Lila Grant hadn’t just caught him in a lie; she’d caught him in an indulgence.

He looked at Eleanor. He wanted to take her hand, to tell her it didn’t matter. But as he watched the Ice Queen slide back over her features, he realized with a sickening jolt that she was already miles away from him. Already in survival mode.

The negotiations weren’t just paused. They were being burned to the ground.

The Judge looked at Eleanor, his gaze momentarily softening into something that looked like pity.

“You told me once you never wanted to be the story again, Ms. Harper. Well, congratulations.

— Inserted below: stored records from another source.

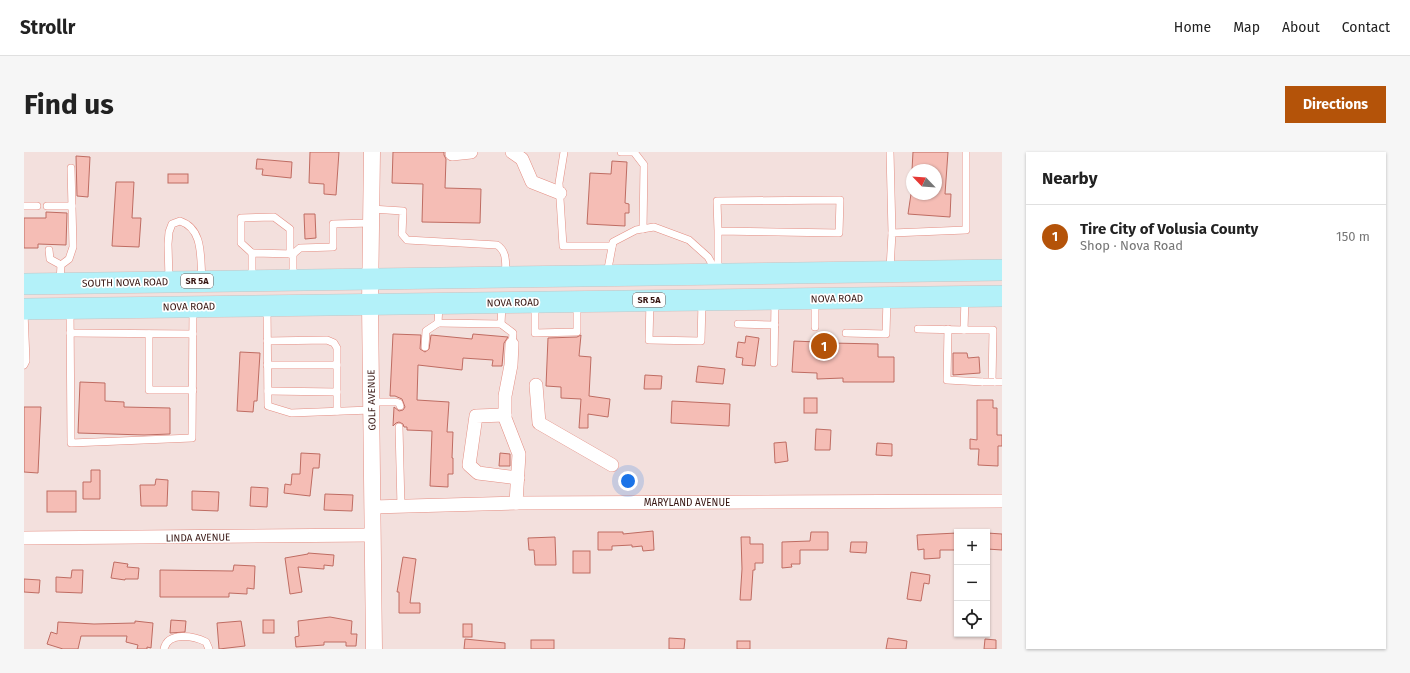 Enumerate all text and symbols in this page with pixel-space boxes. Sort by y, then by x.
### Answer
text: Strollr [20,16,75,39]
text: Home [1174,19,1211,36]
text: Map [1233,19,1260,36]
text: About [1282,19,1320,36]
text: Contact [1342,19,1390,36]
button: Directions [1285,86,1386,123]
text: Find us [24,88,114,121]
north arrow [906,164,942,200]
text: Nearby [1042,168,1097,189]
text: Tire City of Volusia County [1080,220,1258,238]
text: 1 [1052,229,1058,244]
text: 150 m [1336,229,1370,244]
text: Shop · Nova Road [1080,238,1183,253]
road number: SR 5A [181,274,213,288]
street label: SOUTH NOVA ROAD [82,276,168,290]
road number: SR 5A [633,293,665,307]
street label: NOVA ROAD [811,293,863,305]
street label: NOVA ROAD [487,297,539,309]
street label: NOVA ROAD [163,301,215,313]
pin: 1 [811,331,837,361]
street label: GOLF AVENUE [365,369,379,431]
your location [618,471,638,491]
street label: MARYLAND AVENUE [644,497,730,509]
map controls [954,529,990,637]
button: + [954,529,990,565]
street label: LINDA AVENUE [166,531,231,545]
button: − [954,565,990,601]
button: locate [954,601,990,637]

You’re the lead headline for the next decade.”

He picked up the phone to summon his bailiff.

“Return to your tables. And pray that twelve people in that box were too busy with their own lives to check their phones this morning.”

As they turned to leave, the hallway felt like a vacuum.

Reid’s hand came up, barely brushing Eleanor’s arm. A plea. A touch. A memory of the porch.

Eleanor didn’t look back. She just opened the door and stepped back into the courtroom, where the sunlight Lila Grant had promised was already starting to burn everything she’d built to the ground.